The survey of 1,019 U.S. Internet users found that e-tailers are having difficulty building a loyal customer base that will continually spend money at their site. Mercer vice president Richard Christner feels that the potential benefits of a burgeoning e-commerce economy could elude e-tailers that fail to anticipate changing customer priorities.
Growing Sales Don’t Necessarily Mean More Profits
Although the study revealed that while 38 percent of those who bought books online planned to buy more, only 24 percent said that they always buy them from the same Web site.
Online stock investors showed even less loyalty to online brokerage sites. The survey found that 15 percent of online traders would be willing to switch online brokerages in the next 12 months — while just 4 percent of the customers of other e-tailers are likely to switch.
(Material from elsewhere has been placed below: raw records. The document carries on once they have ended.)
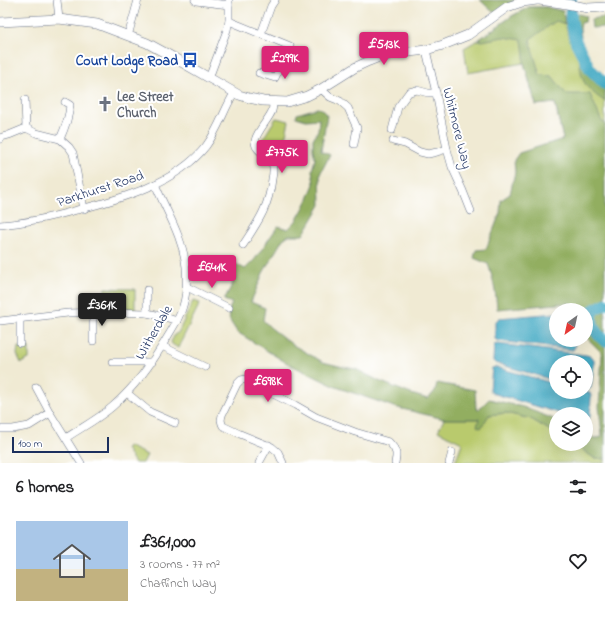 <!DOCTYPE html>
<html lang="en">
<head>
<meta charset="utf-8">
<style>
	body { margin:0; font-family:"Indie Flower",sans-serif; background:#f2f2f2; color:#202124; height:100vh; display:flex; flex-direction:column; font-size:15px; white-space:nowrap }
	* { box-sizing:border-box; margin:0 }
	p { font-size:13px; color:#757577 }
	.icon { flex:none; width:22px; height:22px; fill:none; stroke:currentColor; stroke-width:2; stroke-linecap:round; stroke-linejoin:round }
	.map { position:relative; height:463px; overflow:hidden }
	.sheet { display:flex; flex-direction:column; background:#fff; flex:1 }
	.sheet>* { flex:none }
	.needle { width:26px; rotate:213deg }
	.controls { position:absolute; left:549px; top:303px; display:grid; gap:8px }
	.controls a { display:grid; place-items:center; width:44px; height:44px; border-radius:50%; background:#fff; box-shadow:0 4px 16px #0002; font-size:20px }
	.scale { position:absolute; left:12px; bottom:10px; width:97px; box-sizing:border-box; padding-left:4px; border:2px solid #1b2f5e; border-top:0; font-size:11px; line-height:14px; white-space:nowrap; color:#1b2f5e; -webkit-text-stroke:3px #fff; paint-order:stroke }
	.price { position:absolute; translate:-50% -34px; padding:0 9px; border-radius:4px; background:#db2777; color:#fff; font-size:13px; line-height:26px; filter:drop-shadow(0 1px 2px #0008) }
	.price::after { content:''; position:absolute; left:50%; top:24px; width:12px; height:9px; margin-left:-6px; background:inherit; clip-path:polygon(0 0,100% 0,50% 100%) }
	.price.active { background:#222; color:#fff }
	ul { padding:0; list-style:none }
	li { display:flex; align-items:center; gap:12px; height:100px; padding:0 16px }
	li+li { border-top:1px solid #e0e0e0 }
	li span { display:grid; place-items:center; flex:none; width:112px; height:80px; border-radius:0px; color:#555 }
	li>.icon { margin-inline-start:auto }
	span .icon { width:48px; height:48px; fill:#fffc; stroke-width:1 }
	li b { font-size:17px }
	h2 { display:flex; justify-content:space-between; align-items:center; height:48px; padding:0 16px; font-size:17px }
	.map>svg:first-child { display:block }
</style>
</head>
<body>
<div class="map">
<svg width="605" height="463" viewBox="0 0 605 463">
	<rect width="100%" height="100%" fill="#fff"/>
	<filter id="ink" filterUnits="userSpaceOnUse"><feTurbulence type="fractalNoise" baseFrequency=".025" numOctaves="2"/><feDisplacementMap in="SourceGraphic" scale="8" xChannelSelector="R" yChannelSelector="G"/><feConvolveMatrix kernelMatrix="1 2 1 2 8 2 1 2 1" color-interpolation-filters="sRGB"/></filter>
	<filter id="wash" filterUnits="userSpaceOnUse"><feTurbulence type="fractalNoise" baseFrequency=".012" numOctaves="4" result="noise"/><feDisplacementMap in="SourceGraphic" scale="16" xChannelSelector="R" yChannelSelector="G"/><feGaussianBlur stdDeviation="0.9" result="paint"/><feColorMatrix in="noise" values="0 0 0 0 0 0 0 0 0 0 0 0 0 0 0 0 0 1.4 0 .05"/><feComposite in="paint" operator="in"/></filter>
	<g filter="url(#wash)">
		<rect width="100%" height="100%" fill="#f0ead3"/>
		<g fill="#b9ca6d" stroke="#6a7c66">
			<path d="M529 7H546L563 11C566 34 575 58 591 76 595 80 600 84 605 88V127L563 139 555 103 536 105 524 63 468 73 464 48 478 40 512 16Z"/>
			<polygon points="276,118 289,121 281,156 259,145"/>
			<polygon points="105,288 135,289 135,309 105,309"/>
			<polygon points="193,301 200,303 178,348 172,344 171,342 175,334 178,333"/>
			<polygon points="18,347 29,347 29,359 21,363 17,354"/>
			<polygon points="506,413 531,419 556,434 556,444 574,444 594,458 605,459 605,463 455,463 462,443 438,431 444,419 479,419 489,415"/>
			<polygon points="128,446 147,455 143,463 135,463 126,449"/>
		</g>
		<g fill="#92ae60" stroke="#566e5f">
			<polygon points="480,0 517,0 494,13"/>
			<path d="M529 7H546L563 11 565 24 556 21 530 39 532 49 540 75 552 76 566 94H590L602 122 605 123V302L595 305 589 309 586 318 588 328 605 347V459L594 458 574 444H586V437L598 438 602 436 599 407 602 353 586 337V310H578L570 303 497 309C496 293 493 278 488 264L474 258 476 250 486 249 500 213 501 200 510 194 515 172 514 160 519 153 563 139 555 103 536 105 524 63V55L522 40 503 37 482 41 478 40 512 16Z"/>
			<polygon points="575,13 586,16 585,22 581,23 580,29 581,37 579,37 576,29"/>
			<polygon points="605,17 605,27 592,28 591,19"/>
			<path d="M580 61 591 76 605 88V101H604C587 89 580 82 580 61Z"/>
			<polygon points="317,108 322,109 327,116 321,151 330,155 320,174 321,205 303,235 289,235 283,239 263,273 251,302 265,308 263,320 271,328 293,345 323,362 343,367 356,369 379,381 411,394 428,399 435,391 437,383 475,390 476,408 479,409 489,399 523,407 556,420 556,434 531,419 506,413 489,415 481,428 477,426 479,419 444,419 394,407 336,387 285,362 237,332 230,321 228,312 232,303 224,300 233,283 228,273 236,264 245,269 255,259 278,226 288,229 296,221 303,209 308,199 314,184 312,170 315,159 313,150 313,139 318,130 319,119 306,120 296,117 297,114"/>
			<polygon points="605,306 605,337 601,333 594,322 596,312 603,307"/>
		</g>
		<g fill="#44aac4" stroke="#306c91">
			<polygon points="556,313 556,340 574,340 575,347 573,350 498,341 495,339 495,322 499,318"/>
			<polygon points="498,344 586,355 590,356 594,359 594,366 591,388 588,390 586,389 586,362 556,362 556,381 495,363 493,361 494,345"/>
			<polygon points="495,367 556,384 556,392 585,392 590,393 591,396 590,417 588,420 586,420 586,414 562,414 492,393 490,390 492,368"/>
		</g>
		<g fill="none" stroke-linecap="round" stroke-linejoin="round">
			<g stroke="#44aac4" stroke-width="12">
				<polyline points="571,0 571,19 576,42 590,69 605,84"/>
				<path d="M605 304 593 310C590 324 594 332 605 341"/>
			</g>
		</g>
	</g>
	<g filter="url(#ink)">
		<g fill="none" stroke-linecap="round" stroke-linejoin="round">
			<defs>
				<g id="minor">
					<polyline points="57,0 59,19"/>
					<polyline points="195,0 196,1 229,5"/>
					<polyline points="229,21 290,46 275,78 259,73"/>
					<polyline points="261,34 271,6 275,0"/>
					<polyline points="128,36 138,0"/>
					<polyline points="426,50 436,93 447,149 452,167 463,191 471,211"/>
					<polyline points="209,78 227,30 229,21 229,0"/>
					<polyline points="321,89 330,97 340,101 348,108 357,128 354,144"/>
					<polyline points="25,100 26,128"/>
					<polyline points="26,128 36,133 60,139 69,147 73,153 84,209"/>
					<polyline points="392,130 398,107 409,92 417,90 428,93 436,93"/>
					<polyline points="0,139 2,137 9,135 26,128"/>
					<path d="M60 139C65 128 69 118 70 105L65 102"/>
					<polyline points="393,141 405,144 420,152 428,154 437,152 447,149"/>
					<path d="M0 225C26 223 52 217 77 210 121 199 177 183 206 146 218 130 224 110 234 93"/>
					<path d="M243 245C258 222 269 207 272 179 273 174 274 168 272 163 269 155 256 152 255 143 254 135 269 119 272 111 273 108 273 105 273 102"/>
					<polyline points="187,287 229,308"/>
					<polyline points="93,313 93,341"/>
					<polyline points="147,313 147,290"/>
					<polyline points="20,318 20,343"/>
					<polyline points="0,321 68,313 103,312 147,313 165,317 177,321"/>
					<polyline points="162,346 205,367"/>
					<polyline points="112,362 152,362"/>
					<polyline points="36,387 50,413 81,463"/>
					<polyline points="127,393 150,412 175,423"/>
					<polyline points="0,429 13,429 29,426 50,413"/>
					<path d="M66 438C81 428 98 419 112 407 135 387 153 362 168 336 174 326 180 317 183 306 187 293 187 280 186 267 183 237 166 211 155 184"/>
					<polyline points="259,463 269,445"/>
					<polyline points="283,463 278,452 272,447 240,434 223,426 222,424 221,420 222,415 237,384 241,380 246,379 249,380 254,382 269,392 295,405 316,417 355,432 389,442 394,448 396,453 396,457 395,463"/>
					<polyline points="449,463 452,452"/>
				</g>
				<g id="tertiary">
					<polyline points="539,0 561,3 588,8 605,7"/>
					<polyline points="0,22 59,19 97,24 147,43 169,55 239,95 249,98 263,101 287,102 307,96 321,89 356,67 369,61 384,55 426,50 443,45 468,35 507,7 522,2 537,0"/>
				</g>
			</defs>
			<use href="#minor" stroke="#667087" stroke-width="8"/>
			<use href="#tertiary" stroke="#667087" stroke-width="10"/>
			<use href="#minor" stroke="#fff" stroke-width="7"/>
			<use href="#tertiary" stroke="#fff" stroke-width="9"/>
		</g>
	</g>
	<defs>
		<symbol id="bus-bare" viewBox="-9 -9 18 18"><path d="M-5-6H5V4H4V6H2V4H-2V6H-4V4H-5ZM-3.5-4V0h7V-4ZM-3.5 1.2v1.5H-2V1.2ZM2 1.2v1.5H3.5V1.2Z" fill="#1a4fb4" stroke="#fff" stroke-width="2.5" paint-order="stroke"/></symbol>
		<symbol id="church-bare" viewBox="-9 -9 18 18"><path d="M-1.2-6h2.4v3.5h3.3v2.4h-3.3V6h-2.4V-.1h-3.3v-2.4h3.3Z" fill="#6b7280" stroke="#fff" stroke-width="2.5" paint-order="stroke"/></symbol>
	</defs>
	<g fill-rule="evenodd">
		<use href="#bus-bare" x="179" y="49" width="22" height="22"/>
		<use href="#church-bare" x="94" y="93" width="22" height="22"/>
	</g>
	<g text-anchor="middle" stroke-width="4" stroke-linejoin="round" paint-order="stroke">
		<g font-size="14" font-weight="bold" fill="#164399" stroke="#fff" text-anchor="end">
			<text x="178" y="65">Court Lodge Road</text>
		</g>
		<g font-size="14" font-weight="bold" fill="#5b616d" stroke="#fff" text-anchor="start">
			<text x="117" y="101">Lee Street<tspan x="117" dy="16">Church</tspan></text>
		</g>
		<g font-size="14" fill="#1b2f5e" stroke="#fff">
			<text transform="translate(458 128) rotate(76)" y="5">Whitmore Way</text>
			<text transform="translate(100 188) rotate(-18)" y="5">Parkhurst Road</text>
			<text transform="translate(153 332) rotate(-60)" y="5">Witherdale</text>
		</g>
	</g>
</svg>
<div class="controls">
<a><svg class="needle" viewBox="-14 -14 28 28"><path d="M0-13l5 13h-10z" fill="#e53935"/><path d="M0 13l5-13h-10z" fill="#757577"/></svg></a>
<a><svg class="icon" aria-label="locate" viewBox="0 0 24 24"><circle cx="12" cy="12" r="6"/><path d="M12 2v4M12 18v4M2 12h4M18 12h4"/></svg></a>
<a><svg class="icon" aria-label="layers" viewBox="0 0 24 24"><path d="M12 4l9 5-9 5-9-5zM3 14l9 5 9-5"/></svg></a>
</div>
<div class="scale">100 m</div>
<b class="price" style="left:384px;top:66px">£513K</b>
<b class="price" style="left:285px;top:80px">£299K</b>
<b class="price" style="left:282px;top:174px">£775K</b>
<b class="price" style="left:212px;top:289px">£641K</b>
<b class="price active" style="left:102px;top:327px">£361K</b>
<b class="price" style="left:268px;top:403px">£698K</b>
</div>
<section class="sheet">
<h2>6 homes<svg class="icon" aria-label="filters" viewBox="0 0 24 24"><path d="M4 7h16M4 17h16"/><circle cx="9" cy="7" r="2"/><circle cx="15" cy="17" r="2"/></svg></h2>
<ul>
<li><span style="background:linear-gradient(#a9c7e8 60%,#c2b280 0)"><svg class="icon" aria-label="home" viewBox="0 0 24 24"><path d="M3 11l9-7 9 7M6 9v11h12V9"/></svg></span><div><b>£361,000</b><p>3 rooms · 77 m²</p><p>Chaffinch Way</p></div><svg class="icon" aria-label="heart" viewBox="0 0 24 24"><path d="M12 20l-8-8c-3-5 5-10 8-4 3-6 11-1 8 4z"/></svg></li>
</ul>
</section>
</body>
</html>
Shopping Online, Buying Offline
The study also found that 61 percent of users with at least two years experience online are likely to bypass such search engines as Yahoo! and go directly to e-commerce sites.
Nonetheless, analysts feel that a more savvy user is a double-edged sword for e-tailers: On one hand, they’re more likely to come back to a Web site if pleased, but on the other hand, less likely to return if they experience any sort of glitch.
In addition, the study confirmed another disturbing trend: Consumers prefer to use the Web to consider products before going to brick-and-mortar stores to buy. More than twice as many people research toy purchases online as buy toys there, and more than four times as many shop for home and garden products as buy online.
What’s The Problem?
The consensus among industry observers is that poor service is the main obstacle to building an inventory of repeat customers for e-tailers.
“If you can’t respond to customer expectations in real time, you run the very real risk of becoming e-toast,” warned Albert H. Langsenkamp, chairman of Sigma Micro Corp.
Langsenkamp cited some disturbing statistics:
More than 90 percent of the e-commerce sites studied do not offer electronic check capabilities.
70 percent do not offer multiple “ship to” options.
71 percent do not allow the customer to find out the current order status in real-time after placing the order.
65 percent do not offer up-sell or cross-sell capabilities.
61 percent do not provide real-time product availability information.
More than half of the sites do not provide a timely e-mail acknowledgment of the customer’s order.